Capitalized names are convenient for this since they can't really be
anything else in Go (once again unless you use the dreaded dotted
import). I am not a caps addict either, it's just pragmatic.
I can't tell exactly what you are proposing with respect
to package naming convention. It sounds like you want
to disallow unnamed imports, so that one must always
write
import (
Fmt "fmt"
Math "math"
Os "os"
Sort "sort"
)
One of the explicit goals in many of Go's syntactic
decisions is to reduce the amount of typing by
avoiding needless repetition of information.
This certainly counts.
As far as upper vs lower case, that convention is
already established and seems to be working well
(among other things it avoids deciding whether
the capitalization of "os" is OS or Os).
The fact that it's different from Oberon doesn't bother us.
You claimed that name clashes are a common problem,
but in the Go tree the only one package ever gets renamed:
"path", 5 times out of 12. The solution there is easy:
import pathutil "path"
If it ends up being a persistent problem a simpler
solution would be to rename the path package itself.
Russ
I never asked for a language change, just a compiler warning.

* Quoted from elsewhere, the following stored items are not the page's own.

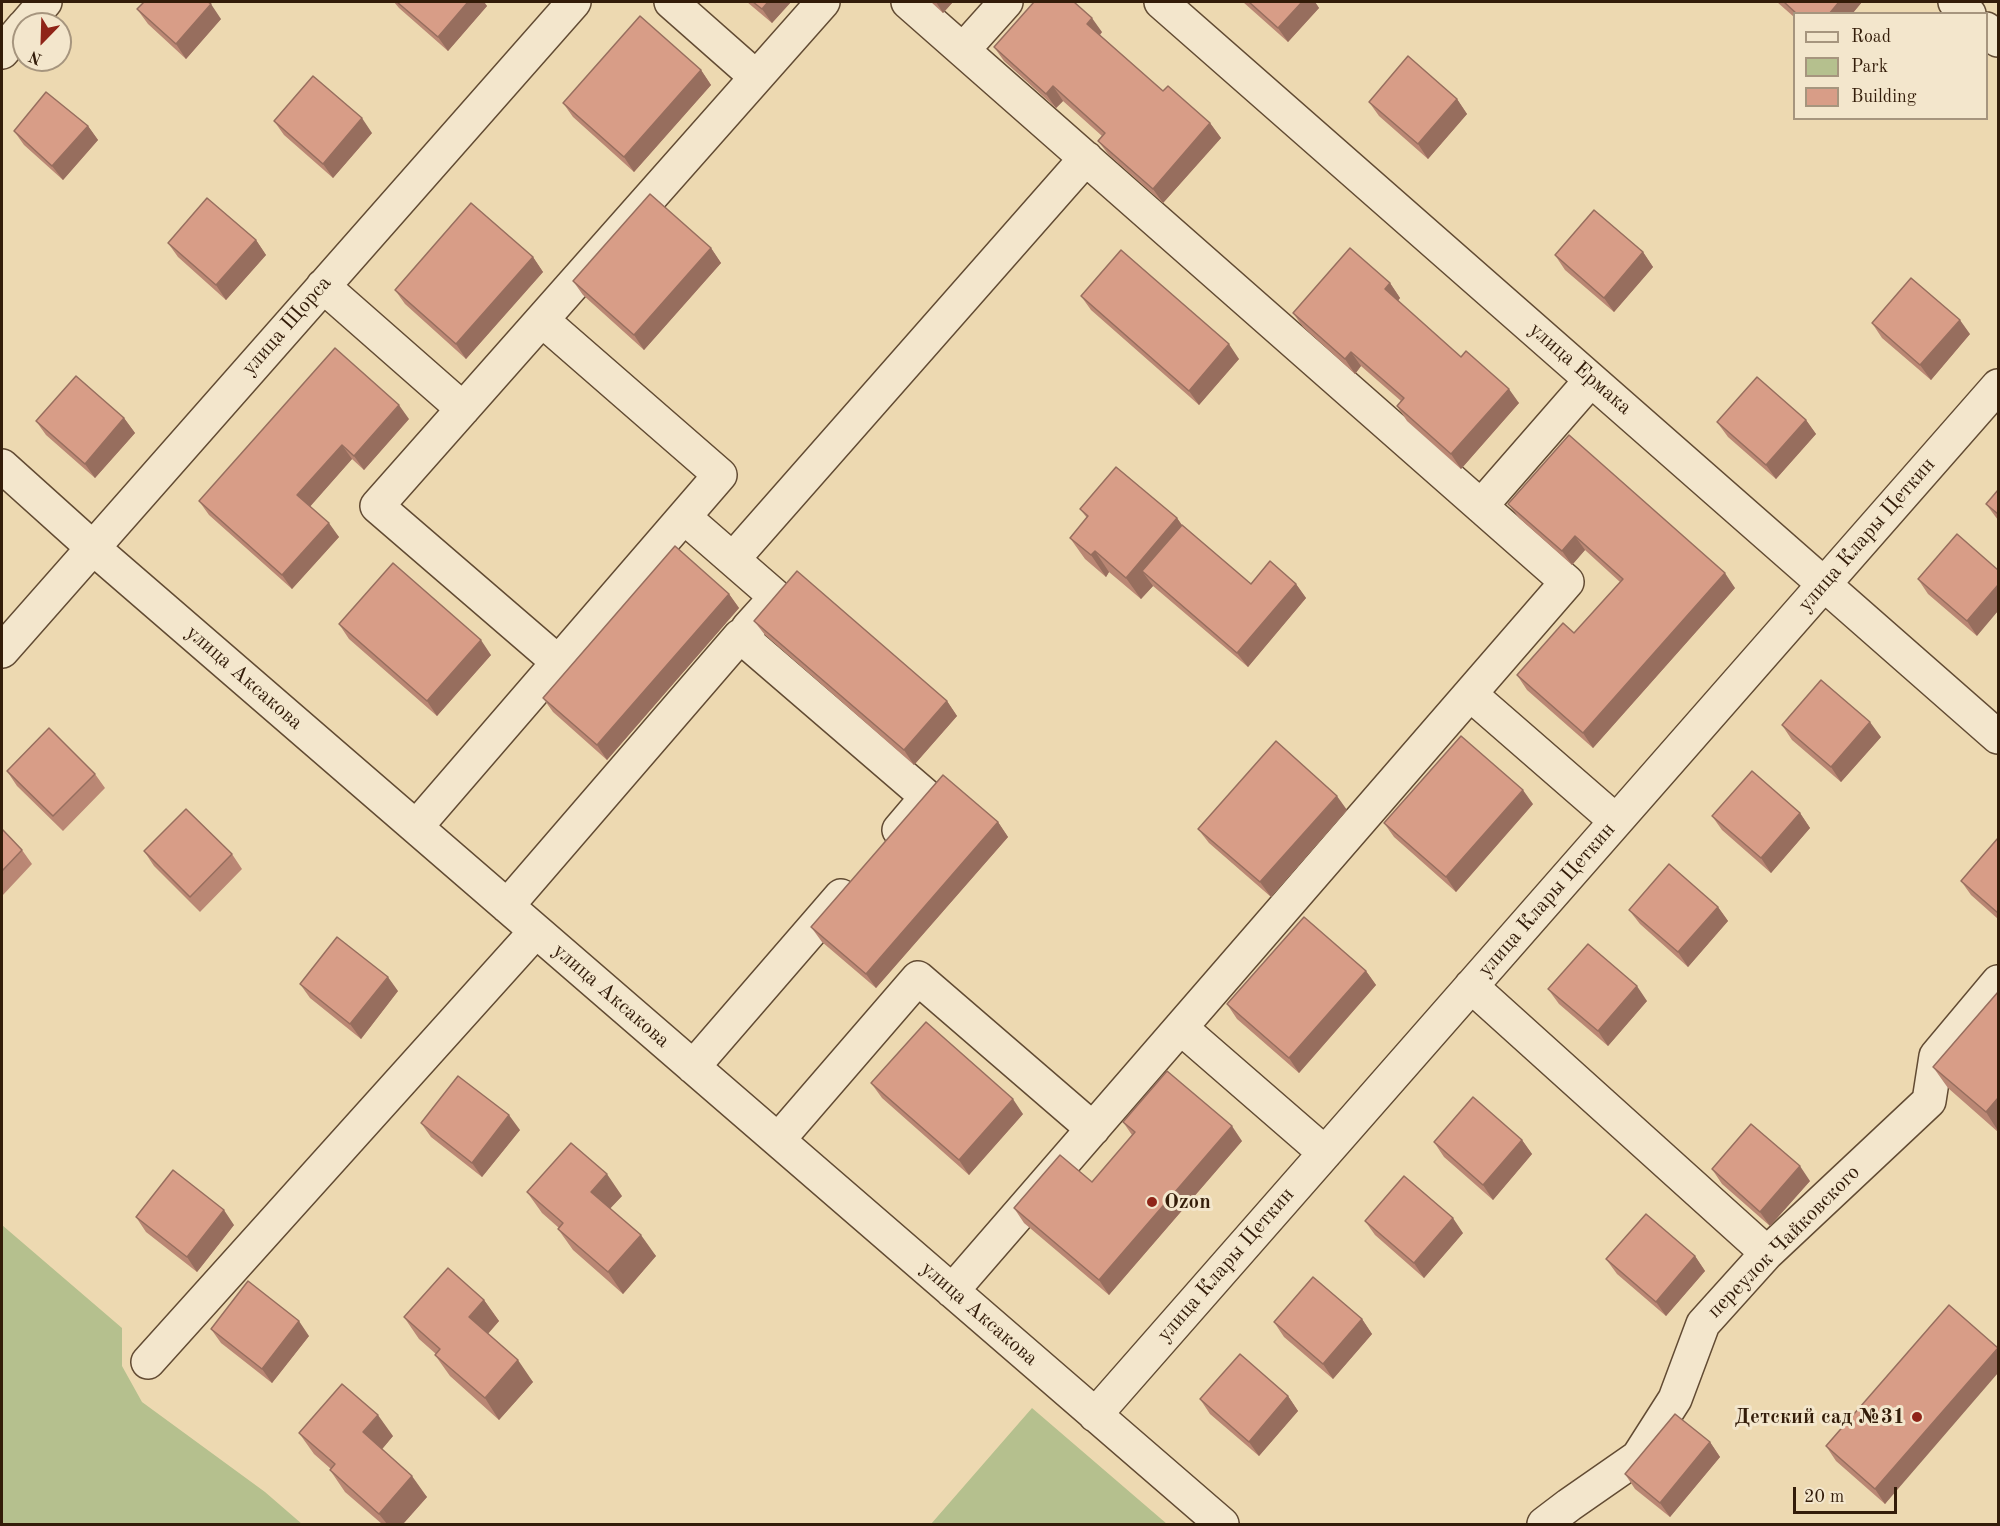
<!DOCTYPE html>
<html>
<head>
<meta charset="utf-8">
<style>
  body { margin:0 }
  #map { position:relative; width:2000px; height:1526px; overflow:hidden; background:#edd9b1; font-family:"Old Standard TT",serif }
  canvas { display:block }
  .frame { position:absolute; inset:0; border:3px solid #331c09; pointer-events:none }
  .legend { position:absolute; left:1793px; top:12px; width:195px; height:108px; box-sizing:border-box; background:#f3e6cc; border:2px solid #a6957e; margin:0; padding:8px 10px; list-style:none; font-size:18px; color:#331c09 }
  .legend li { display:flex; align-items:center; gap:12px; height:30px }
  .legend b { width:30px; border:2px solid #a6957e }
  .north { position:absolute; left:12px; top:12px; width:60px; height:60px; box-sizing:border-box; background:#f3e6cc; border:2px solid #a6957e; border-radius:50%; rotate:203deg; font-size:16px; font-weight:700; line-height:24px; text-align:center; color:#331c09 }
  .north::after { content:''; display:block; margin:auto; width:21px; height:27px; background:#8f2418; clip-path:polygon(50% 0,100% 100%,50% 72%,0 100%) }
  .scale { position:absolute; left:1793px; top:1487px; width:104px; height:27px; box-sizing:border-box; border:3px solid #331c09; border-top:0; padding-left:8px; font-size:18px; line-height:21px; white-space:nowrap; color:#331c09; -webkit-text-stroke:4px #f3e6cc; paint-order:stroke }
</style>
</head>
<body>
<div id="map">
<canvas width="2000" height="1526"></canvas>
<div class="frame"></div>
<ul class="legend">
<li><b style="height:8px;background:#f3e6cc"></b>Road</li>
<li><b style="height:16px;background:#b5c08e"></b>Park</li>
<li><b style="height:16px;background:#d89d87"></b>Building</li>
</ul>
<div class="north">N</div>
<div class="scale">20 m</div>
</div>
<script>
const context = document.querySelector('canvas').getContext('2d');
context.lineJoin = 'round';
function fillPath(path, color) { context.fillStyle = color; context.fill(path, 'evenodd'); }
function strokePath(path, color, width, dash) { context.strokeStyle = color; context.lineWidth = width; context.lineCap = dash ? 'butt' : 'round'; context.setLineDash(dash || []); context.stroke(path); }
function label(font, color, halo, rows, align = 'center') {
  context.font = font + ' "Old Standard TT",serif'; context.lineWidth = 6; context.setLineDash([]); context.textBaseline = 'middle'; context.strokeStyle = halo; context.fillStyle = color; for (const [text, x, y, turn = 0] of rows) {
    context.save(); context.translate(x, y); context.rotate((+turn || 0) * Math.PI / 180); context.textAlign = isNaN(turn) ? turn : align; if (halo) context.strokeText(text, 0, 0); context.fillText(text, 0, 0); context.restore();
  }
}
fillPath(new Path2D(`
  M2 1225 122 1328V1366L142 1402 265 1492 302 1524H2Z
  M1032 1408 1167 1524H931Z`), '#b5c08e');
const minor = new Path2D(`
  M671 2 756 77
  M908 2 1567 582 952 1291
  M1161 2 1998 737
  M1955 2 1969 14
  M26 24 45 2
  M1986 29 1998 40
  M963 50 1006 2
  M2 52 24 26
  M323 286 463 409
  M2 466 92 547 1222 1524
  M1481 506 1591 380
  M684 517 776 597 748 628
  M733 559 1086 158
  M2 651 574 2
  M558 662 377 506 823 2
  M1470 694 1616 821
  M416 827 720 475 542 320
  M507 906 740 636 927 797 899 830
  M1471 986 1767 1253
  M1181 1028 1325 1153
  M693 1067 841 896
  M778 1140 918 978 1093 1129
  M148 1362 536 931
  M1095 1415 1998 386
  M1544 1524 1569 1505 1638 1457 1675 1399 1703 1324 1767 1253 1929 1101 1936 1056 1998 982`);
strokePath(minor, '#624b33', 36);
strokePath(minor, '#f3e6cc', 33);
fillPath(new Path2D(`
  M394 2H484L487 6 448 51 399 8Z
  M747 2H791L772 23Z
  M931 2H953L943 13Z
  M1243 2H1315L1319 8 1288 42Z
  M1777 2H1862L1852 14H1794V17Z
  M137 9 221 19 186 59 148 24Z
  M1102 32 1100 35 1163 91 1210 123 1221 138 1163 203 1109 155 1098 141 1102 136 1063 101 1056 108 1004 61 994 47Z
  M701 70 711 85 634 172 573 117 563 103Z
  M1457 99 1467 114 1428 159 1379 116 1369 102Z
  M274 121 372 133 333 178 284 135Z
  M88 126 98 140 63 180 24 145 14 131Z
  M256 240 266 255 226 300 178 257 168 243Z
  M711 248 721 263 644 350 583 295 573 281Z
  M1643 252 1653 267 1614 312 1565 270 1555 255Z
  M533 257 543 272 466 359 405 304 395 290Z
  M1390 283 1400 298 1398 301 1461 357 1519 403 1461 469 1407 421 1397 406 1401 401 1361 366 1355 374 1303 327 1293 313Z
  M1081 296 1239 359 1199 405 1091 310Z
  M1872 323 1970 334 1931 380 1882 338Z
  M124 418 135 433 95 478 46 435 36 421Z
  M409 419 364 470 352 459 310 506 339 537 292 589 209 515 199 501Z
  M1806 420 1816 434 1776 479 1728 437 1717 422Z
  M1998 490V520L1986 504Z
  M1508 504 1735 588 1593 748 1527 690 1517 675 1574 633 1620 582 1585 550 1572 565 1519 518Z
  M1080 509 1177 518 1182 525 1251 584H1296L1306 598 1248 667 1153 586 1141 599 1109 572 1106 577 1085 559 1070 538 1087 518Z
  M1957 534 1977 636 1928 594 1918 579Z
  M729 594 739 608 607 760 553 712 543 698Z
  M754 621 947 701 957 716 914 765 765 635Z
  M339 624 491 655 437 716 349 639Z
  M1782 725 1881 737 1841 782 1792 740Z
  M7 771 95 774 105 788 63 831 17 786Z
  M1533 804 1456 892 1394 837 1384 823Z
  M1347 810 1271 897 1209 843 1198 829Z
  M1800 813 1810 828 1771 873 1722 830 1712 816Z
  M998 822 1008 837 876 988 822 942 811 927Z
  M2 829 22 850 32 864 2 896Z
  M1998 838V919L1971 895 1961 881Z
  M144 851 232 854 242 869 200 912 154 866Z
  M1718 907 1728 921 1688 967 1640 924 1629 910Z
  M1366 971 1376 985 1299 1073 1237 1019 1227 1004Z
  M300 984 398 991 361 1039 310 998Z
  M1548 989 1647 1001 1608 1046 1559 1004Z
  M1998 992V1132L1948 1088 1933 1067Z
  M871 1083 1023 1114 969 1175 882 1098Z
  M1123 1122 1242 1141 1109 1295 1024 1223 1014 1208 1092 1182 1132 1135Z
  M421 1123 520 1130 482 1177 431 1137Z
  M1522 1140 1532 1154 1493 1200 1444 1157 1434 1142Z
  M1712 1169 1810 1181 1770 1226 1722 1184Z
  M527 1192 622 1196 610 1208 656 1256 623 1294 573 1250 558 1229 559 1228 542 1213Z
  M136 1217 234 1225 197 1272 146 1232Z
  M1365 1221 1463 1233 1424 1278 1375 1235Z
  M1695 1256 1705 1271 1666 1316 1617 1274 1606 1259Z
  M484 1300 499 1321 488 1334 533 1382 499 1420 450 1376 435 1355 436 1354 419 1339 404 1317Z
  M1362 1319 1372 1334 1333 1379 1284 1337 1274 1322Z
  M211 1329 309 1336 272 1383 221 1343Z
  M1998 1349 1885 1504 1836 1461 1826 1446Z
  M1288 1396 1298 1411 1259 1456 1210 1414 1200 1399Z
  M299 1433 393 1436 382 1449 427 1497 403 1524H382L345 1492 330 1470 331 1469 314 1454Z
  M1710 1442 1720 1457 1670 1517 1635 1489 1625 1474Z`), '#ba8774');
fillPath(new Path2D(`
  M468 2H484L487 6 448 51 438 37Z
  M768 2H791L772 23 762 9Z
  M936 2H953L943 13Z
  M1302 2H1315L1319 8 1288 42 1278 28Z
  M1839 2H1862L1852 14H1829Z
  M211 4 221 19 186 59 176 44Z
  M1092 18 1102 32 1097 38 1087 24Z
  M701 70 711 85 634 172 624 157Z
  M1053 86 1063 101 1056 108 1046 94Z
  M1457 99 1467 114 1428 159 1418 144Z
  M362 118 372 133 333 178 323 164Z
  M1210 123 1221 138 1163 203 1153 189Z
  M88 126 98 140 63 180 52 166Z
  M256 240 266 255 226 300 216 285Z
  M711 248 721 263 644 350 634 335Z
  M1643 252 1653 267 1614 312 1604 298Z
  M533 257 543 272 466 359 456 344Z
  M1390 283 1400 298 1395 304 1385 289Z
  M1960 320 1970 334 1931 380 1920 365Z
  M1229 344 1239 359 1199 405 1189 391Z
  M1351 352 1361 366 1355 374 1345 359Z
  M1509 389 1519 403 1461 469 1451 454Z
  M399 405 409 419 364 470 354 456Z
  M124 418 135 433 95 478 85 464Z
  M1806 420 1816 434 1776 479 1766 465Z
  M342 445 352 459 308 509 297 495Z
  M1177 518 1192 540 1142 571 1153 586 1141 599 1126 578Z
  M329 523 339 537 292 589 282 575Z
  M1575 536 1585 550 1572 565 1562 551Z
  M1095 551 1109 572 1106 577 1091 555Z
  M1725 573 1735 588 1593 748 1583 733Z
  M1296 584 1306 598 1248 667 1237 653Z
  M1998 585V611L1977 636 1967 621Z
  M729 594 739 608 607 760 597 745Z
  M481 640 491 655 437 716 427 701Z
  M947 701 957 716 914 765 904 750Z
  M1870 722 1881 737 1841 782 1831 767Z
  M1523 790 1533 804 1456 892 1446 877Z
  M1337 796 1347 810 1271 897 1260 882Z
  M1800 813 1810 828 1771 873 1761 858Z
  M998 822 1008 837 876 988 866 974Z
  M1718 907 1728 921 1688 967 1678 952Z
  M1366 971 1376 985 1299 1073 1289 1058Z
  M388 977 398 991 361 1039 350 1024Z
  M1637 986 1647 1001 1608 1046 1598 1031Z
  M1998 1098V1131L1986 1112Z
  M1013 1099 1023 1114 969 1175 959 1160Z
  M509 1115 520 1130 482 1177 472 1163Z
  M1232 1126 1242 1141 1109 1295 1099 1280Z
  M1522 1140 1532 1154 1493 1200 1483 1185Z
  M1800 1166 1810 1181 1770 1226 1760 1212Z
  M607 1174 622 1196 606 1213 591 1192Z
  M224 1210 234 1225 197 1272 187 1257Z
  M1453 1218 1463 1233 1424 1278 1414 1263Z
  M641 1235 656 1256 623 1294 608 1272Z
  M1695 1256 1705 1271 1666 1316 1656 1302Z
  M484 1300 499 1321 484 1338 469 1317Z
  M1362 1319 1372 1334 1333 1379 1323 1364Z
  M299 1321 309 1336 272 1383 262 1369Z
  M1998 1348V1373L1885 1504 1875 1489Z
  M518 1360 533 1382 499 1420 485 1398Z
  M1288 1396 1298 1411 1259 1456 1249 1442Z
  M378 1415 393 1436 378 1454 363 1432Z
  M1710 1442 1720 1457 1670 1517 1660 1503Z
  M412 1476 427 1497 403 1524H387L379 1514Z`), '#976e5e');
const building = new Path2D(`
  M144 2H208L211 4 176 44 137 9Z
  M397 2H468L438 37Z
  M753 2H768L762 9Z
  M1034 2H1074L1092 18 1087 24 1163 91 1168 86 1210 123 1153 189 1098 141 1105 133 1053 86 1046 94 994 47Z
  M1249 2H1302L1278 28Z
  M1784 2H1839L1829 14H1797Z
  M640 16 701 70 624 157 563 103Z
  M1408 56 1457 99 1418 144 1369 102Z
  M313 76 362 118 323 164 274 121Z
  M46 92 88 126 52 166 14 131Z
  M650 194 711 248 634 335 573 281Z
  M207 198 256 240 216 285 168 243Z
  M471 203 533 257 456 344 395 290Z
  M1594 210 1643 252 1604 298 1555 255Z
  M1350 248 1390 283 1385 289 1461 357 1466 351 1509 389 1451 454 1397 406 1404 398 1351 352 1345 359 1293 313Z
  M1121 250 1229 344 1189 391 1081 296Z
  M1911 278 1960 320 1920 365 1872 323Z
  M335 348 399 405 354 456 342 445 297 495 329 523 282 575 199 501Z
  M76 376 124 418 85 464 36 421Z
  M1757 377 1806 420 1766 465 1717 422Z
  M1569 435 1725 573 1583 733 1517 675 1563 623 1574 633 1623 579 1575 536 1562 551 1508 504Z
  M1116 467 1177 518 1126 578 1095 551 1091 555 1070 538 1088 516 1080 509Z
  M1998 490V514L1986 504Z
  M1182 525 1251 584 1270 561 1296 584 1237 653 1142 571Z
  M1957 534 1998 570V585L1967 621 1918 579Z
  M675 546 729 594 597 745 543 698Z
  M393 563 481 640 427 701 339 624Z
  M797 571 947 701 904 750 754 621Z
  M1821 680 1870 722 1831 767 1782 725Z
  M49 728 95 774 53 816 7 771Z
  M1461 736 1523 790 1446 877 1384 823Z
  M1276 741 1337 796 1260 882 1198 829Z
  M1752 771 1800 813 1761 858 1712 816Z
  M943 775 998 822 866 974 811 927Z
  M186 809 232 854 190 897 144 851Z
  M2 829 22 850 2 871Z
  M1998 838V913L1961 881Z
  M1669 864 1718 907 1678 952 1629 910Z
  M1304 917 1366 971 1289 1058 1227 1004Z
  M337 937 388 977 350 1024 300 984Z
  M1588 944 1637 986 1598 1031 1548 989Z
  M1998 992V1098L1986 1112 1933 1067Z
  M926 1022 1013 1099 959 1160 871 1083Z
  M1167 1071 1232 1126 1099 1280 1014 1208 1060 1155 1092 1182 1135 1132 1123 1122Z
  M458 1076 509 1115 472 1163 421 1123Z
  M1473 1097 1522 1140 1483 1185 1434 1142Z
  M1751 1124 1800 1166 1760 1212 1712 1169Z
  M571 1143 607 1174 591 1192 641 1235 608 1272 558 1229 563 1223 527 1192Z
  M173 1170 224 1210 187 1257 136 1217Z
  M1404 1176 1453 1218 1414 1263 1365 1221Z
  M1646 1214 1695 1256 1656 1302 1606 1259Z
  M448 1268 484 1300 469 1317 518 1360 485 1398 435 1355 440 1349 404 1317Z
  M1313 1277 1362 1319 1323 1364 1274 1322Z
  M248 1281 299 1321 262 1369 211 1329Z
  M1949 1305 1998 1348 1875 1489 1826 1446Z
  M1240 1354 1288 1396 1249 1442 1200 1399Z
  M342 1384 378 1415 363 1432 412 1476 379 1514 330 1470 335 1464 299 1433Z
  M1675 1414 1710 1442 1660 1503 1625 1474Z`);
fillPath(building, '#d89d87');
strokePath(building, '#976e5e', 1.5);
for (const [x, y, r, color] of [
  [1152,1202,6,"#8f2418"],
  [1917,1417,6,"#8f2418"]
]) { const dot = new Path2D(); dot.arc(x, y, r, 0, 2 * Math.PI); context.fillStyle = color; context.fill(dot); strokePath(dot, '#f3e6cc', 2); }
label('21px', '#331c09', '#f3e6cc', [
  ["улица Щорса",287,326,-49],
  ["улица Ермака",1580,369,41],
  ["улица Клары Цеткин",1867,535,-49],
  ["улица Аксакова",244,678,41],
  ["улица Клары Цеткин",1547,900,-49],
  ["улица Аксакова",611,996,41],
  ["переулок Чайковского",1784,1242,-45],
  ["улица Клары Цеткин",1226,1265,-49],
  ["улица Аксакова",979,1314,41]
]);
label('bold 21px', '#331c09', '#f3e6cc', [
  ["Ozon",1164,1202],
  ["Детский сад №31",1905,1417,"right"]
], 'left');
</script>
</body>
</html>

I simply
provided a different motivation for Issue 377.
> The fact that it's different from Oberon doesn't bother us.
I am sure it doesn't. :-D
I believe the current convention is that the compiler doesn't warn, only errors.
--dho
I had a feeling that's the case, but I wasn't sure where that feeling
came from anymore. Maybe it's on the Go site somewhere. In any case,
it's not like we lack the tools to write golint. Anyone volunteering?
Not sure. The closest thing to that is gofmt, and if we're supposed to
allow shadowing, it doesn't make that much sense to have gofmt remove
it. Not a straightforward problem to solve.